Saved entries:
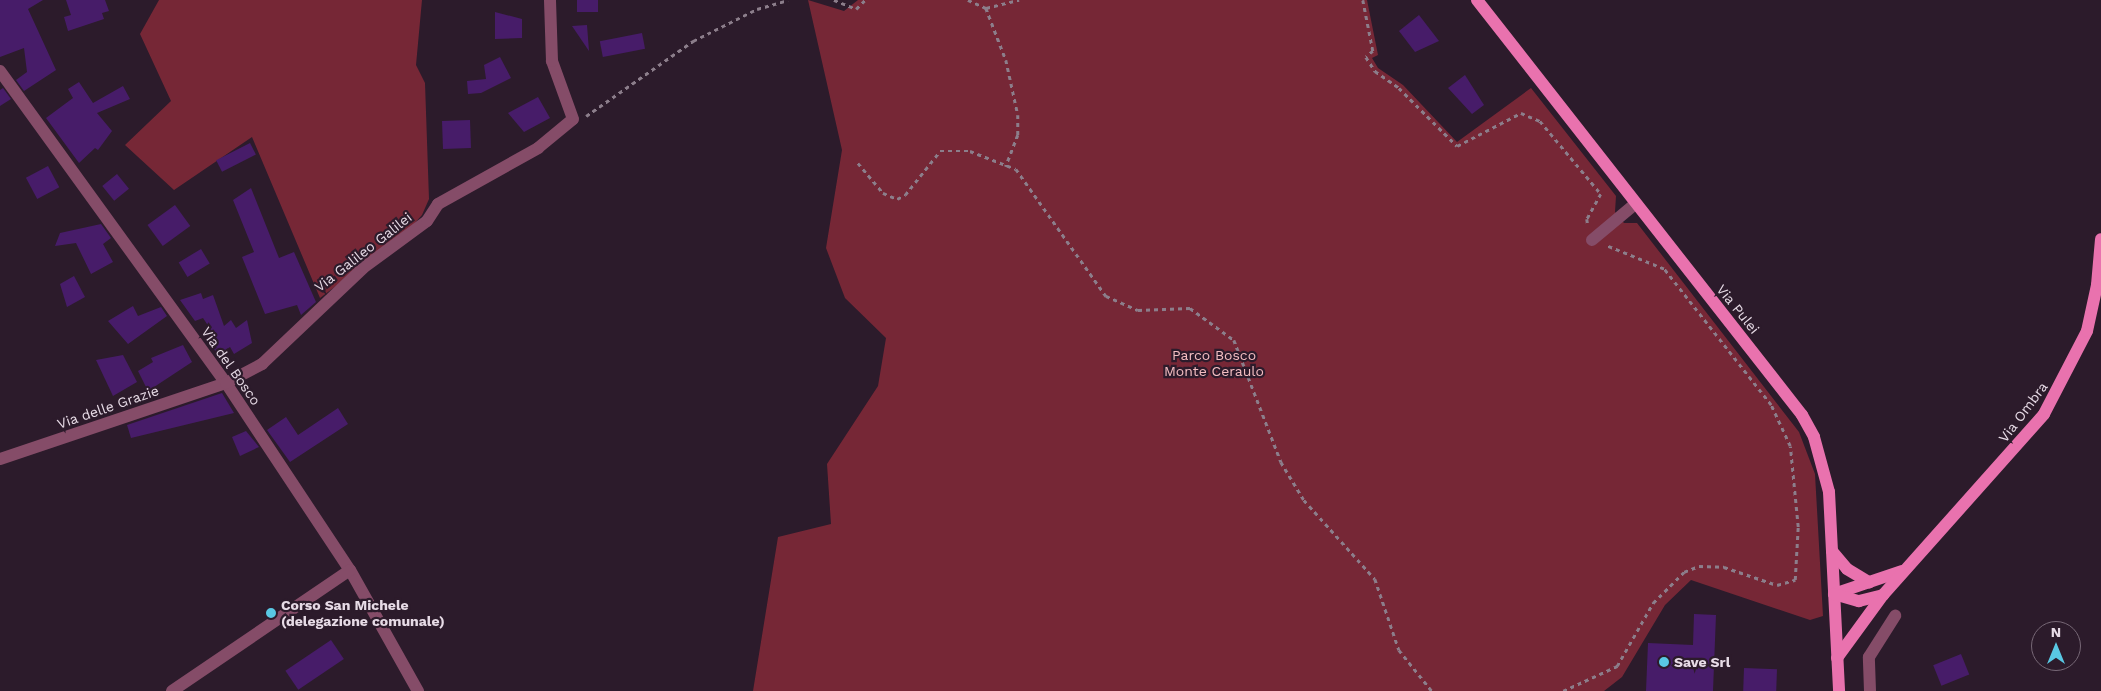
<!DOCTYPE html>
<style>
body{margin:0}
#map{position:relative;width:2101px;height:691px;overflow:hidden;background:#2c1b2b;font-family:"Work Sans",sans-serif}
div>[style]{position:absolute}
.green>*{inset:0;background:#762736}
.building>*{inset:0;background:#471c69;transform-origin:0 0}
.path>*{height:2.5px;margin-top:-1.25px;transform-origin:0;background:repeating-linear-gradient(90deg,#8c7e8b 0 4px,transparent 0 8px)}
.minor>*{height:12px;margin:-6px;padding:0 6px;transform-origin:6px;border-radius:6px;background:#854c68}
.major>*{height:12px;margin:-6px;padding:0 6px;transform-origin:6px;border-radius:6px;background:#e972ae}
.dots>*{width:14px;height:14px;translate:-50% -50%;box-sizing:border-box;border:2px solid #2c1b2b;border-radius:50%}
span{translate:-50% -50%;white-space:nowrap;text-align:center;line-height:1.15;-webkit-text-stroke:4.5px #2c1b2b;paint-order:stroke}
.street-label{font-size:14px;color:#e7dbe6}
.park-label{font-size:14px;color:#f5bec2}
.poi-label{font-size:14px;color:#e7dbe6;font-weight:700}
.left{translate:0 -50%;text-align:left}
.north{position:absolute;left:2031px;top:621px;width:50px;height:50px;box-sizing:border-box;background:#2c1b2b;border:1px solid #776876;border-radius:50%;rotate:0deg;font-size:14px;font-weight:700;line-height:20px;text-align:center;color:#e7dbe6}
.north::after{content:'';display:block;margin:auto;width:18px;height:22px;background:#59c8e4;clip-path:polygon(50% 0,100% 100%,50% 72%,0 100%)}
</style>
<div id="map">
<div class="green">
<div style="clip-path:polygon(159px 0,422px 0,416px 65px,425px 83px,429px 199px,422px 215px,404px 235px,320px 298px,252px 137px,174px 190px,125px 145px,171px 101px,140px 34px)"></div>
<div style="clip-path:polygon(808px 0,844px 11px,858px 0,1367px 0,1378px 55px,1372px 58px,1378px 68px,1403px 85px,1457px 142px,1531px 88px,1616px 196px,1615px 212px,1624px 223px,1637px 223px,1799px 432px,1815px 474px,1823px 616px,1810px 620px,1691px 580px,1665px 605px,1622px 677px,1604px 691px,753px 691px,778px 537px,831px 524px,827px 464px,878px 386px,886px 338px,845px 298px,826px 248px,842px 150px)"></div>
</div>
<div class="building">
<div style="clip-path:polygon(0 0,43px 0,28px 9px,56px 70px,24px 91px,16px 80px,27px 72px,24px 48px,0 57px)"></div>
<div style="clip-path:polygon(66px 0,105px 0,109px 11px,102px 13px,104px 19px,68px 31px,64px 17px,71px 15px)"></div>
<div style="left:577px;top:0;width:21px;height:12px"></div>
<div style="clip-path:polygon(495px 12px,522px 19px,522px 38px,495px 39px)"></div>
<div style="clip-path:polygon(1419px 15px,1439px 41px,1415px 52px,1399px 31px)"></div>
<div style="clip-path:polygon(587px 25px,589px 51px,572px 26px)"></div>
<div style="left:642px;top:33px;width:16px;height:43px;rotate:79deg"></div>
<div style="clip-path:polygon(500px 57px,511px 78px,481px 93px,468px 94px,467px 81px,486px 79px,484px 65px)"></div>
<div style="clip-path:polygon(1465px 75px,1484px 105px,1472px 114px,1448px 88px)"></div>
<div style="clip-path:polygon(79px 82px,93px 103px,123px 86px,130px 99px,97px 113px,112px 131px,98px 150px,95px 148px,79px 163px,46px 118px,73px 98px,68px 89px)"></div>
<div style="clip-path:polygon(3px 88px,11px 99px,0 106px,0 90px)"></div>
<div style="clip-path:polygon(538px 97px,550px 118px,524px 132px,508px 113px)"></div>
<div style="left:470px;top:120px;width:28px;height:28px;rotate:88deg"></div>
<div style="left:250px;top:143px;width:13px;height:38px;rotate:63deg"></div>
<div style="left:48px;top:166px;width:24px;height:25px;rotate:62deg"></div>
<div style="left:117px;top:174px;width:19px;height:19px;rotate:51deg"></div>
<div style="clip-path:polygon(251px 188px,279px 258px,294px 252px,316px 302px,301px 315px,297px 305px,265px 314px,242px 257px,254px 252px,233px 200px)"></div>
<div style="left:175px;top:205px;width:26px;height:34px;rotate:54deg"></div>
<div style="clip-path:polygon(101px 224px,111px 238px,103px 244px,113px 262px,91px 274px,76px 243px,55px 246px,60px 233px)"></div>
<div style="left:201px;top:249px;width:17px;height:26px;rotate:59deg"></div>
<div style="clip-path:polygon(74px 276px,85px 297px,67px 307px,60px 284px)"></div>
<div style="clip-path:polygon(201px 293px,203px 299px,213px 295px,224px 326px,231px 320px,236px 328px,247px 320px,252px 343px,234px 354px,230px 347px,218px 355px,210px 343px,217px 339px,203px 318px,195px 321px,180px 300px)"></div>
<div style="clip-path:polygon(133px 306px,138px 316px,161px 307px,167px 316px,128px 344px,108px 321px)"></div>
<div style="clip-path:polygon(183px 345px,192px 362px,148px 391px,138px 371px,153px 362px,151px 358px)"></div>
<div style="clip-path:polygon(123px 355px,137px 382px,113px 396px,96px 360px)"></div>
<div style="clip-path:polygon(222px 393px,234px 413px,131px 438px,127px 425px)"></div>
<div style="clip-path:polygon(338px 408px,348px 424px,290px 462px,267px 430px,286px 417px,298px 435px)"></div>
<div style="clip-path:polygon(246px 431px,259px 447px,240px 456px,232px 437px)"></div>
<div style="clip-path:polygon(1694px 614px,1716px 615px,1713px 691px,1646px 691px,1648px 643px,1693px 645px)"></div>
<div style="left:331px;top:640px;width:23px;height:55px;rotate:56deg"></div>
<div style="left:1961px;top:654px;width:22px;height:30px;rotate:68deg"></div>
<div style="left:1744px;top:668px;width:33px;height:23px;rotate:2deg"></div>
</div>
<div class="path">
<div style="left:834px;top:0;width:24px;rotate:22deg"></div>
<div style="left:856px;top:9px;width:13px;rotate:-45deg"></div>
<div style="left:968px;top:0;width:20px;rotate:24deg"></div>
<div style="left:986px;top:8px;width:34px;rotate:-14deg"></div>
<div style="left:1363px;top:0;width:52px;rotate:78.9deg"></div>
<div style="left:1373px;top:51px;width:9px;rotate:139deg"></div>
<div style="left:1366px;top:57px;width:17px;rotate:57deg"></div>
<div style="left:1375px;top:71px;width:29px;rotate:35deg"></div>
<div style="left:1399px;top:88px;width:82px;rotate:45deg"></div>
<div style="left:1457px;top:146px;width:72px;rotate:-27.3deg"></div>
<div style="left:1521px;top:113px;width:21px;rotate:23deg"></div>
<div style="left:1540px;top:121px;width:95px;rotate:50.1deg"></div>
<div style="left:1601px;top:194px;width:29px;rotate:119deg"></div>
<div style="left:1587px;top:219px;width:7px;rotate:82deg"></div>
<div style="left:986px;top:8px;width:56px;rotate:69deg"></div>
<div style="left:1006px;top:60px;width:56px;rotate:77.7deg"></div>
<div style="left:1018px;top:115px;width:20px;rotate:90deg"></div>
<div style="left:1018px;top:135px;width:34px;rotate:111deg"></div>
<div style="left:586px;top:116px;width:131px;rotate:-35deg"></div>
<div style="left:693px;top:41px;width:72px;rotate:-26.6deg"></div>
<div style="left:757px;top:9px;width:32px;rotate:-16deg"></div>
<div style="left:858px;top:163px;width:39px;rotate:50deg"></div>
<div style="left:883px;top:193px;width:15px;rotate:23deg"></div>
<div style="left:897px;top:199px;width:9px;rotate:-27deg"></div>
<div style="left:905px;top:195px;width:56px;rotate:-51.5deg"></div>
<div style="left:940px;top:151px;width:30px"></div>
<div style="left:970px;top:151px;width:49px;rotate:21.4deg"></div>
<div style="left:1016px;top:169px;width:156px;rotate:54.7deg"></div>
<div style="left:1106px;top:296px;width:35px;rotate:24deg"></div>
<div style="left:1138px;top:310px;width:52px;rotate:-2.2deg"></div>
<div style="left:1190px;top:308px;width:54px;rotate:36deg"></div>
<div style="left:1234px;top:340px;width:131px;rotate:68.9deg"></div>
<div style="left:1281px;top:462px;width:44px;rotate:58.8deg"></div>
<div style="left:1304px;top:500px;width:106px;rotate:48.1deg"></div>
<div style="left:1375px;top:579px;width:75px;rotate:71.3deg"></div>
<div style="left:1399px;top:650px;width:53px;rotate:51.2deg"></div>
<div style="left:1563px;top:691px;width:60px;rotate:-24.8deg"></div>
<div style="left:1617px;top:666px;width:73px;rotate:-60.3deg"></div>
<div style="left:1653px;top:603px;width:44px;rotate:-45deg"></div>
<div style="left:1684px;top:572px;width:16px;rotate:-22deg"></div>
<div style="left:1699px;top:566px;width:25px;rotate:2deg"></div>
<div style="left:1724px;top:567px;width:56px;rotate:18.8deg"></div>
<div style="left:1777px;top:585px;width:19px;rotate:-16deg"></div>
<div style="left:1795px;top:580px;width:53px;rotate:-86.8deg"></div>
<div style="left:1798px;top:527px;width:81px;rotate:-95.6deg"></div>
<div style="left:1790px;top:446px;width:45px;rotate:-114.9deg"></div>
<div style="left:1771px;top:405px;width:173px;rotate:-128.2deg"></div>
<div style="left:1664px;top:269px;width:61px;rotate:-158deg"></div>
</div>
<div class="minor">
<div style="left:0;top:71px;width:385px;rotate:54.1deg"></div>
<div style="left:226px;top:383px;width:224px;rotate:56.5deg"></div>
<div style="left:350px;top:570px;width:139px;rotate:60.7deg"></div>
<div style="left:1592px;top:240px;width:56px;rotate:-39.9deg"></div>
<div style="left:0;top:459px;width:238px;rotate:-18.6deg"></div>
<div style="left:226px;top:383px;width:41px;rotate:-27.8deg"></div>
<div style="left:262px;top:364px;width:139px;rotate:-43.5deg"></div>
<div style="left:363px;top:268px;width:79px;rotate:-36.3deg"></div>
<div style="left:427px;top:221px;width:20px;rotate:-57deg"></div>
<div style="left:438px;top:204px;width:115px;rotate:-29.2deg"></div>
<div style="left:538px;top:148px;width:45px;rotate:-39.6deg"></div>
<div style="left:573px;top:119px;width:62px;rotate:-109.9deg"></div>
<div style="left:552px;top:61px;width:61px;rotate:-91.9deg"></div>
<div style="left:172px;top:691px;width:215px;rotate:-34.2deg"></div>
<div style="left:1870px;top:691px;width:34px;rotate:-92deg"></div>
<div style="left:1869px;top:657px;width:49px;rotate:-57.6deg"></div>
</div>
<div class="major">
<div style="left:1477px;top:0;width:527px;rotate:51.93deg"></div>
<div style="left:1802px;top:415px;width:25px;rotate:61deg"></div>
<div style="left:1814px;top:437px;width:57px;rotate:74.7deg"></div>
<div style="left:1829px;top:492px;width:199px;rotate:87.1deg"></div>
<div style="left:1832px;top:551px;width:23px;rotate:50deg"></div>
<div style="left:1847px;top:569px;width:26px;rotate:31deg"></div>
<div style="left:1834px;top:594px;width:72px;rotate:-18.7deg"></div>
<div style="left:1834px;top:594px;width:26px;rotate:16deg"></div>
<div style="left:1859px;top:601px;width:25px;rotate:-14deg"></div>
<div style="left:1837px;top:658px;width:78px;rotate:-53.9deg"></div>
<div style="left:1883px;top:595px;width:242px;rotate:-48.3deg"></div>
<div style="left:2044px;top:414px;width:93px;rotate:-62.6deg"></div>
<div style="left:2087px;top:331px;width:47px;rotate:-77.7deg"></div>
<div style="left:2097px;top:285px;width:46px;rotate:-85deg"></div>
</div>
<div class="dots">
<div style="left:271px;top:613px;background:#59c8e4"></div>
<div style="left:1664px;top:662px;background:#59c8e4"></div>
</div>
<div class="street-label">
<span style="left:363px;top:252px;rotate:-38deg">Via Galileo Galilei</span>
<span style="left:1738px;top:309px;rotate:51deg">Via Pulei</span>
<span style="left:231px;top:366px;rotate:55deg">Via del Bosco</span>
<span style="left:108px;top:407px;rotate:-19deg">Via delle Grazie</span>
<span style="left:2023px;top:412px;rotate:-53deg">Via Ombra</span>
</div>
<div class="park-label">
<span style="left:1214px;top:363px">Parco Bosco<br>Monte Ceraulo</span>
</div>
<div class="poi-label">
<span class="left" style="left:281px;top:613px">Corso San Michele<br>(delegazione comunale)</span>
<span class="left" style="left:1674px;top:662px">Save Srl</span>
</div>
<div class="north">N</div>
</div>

Work request: Take the lines from the start of the entries through the line containing "0 4px,transparent 0" and set them down exactly, leaving out every picture.

Solved exercise:
<!DOCTYPE html>
<style>
body{margin:0}
#map{position:relative;width:2101px;height:691px;overflow:hidden;background:#2c1b2b;font-family:"Work Sans",sans-serif}
div>[style]{position:absolute}
.green>*{inset:0;background:#762736}
.building>*{inset:0;background:#471c69;transform-origin:0 0}
.path>*{height:2.5px;margin-top:-1.25px;transform-origin:0;background:repeating-linear-gradient(90deg,#8c7e8b 0 4px,transparent 0 8px)}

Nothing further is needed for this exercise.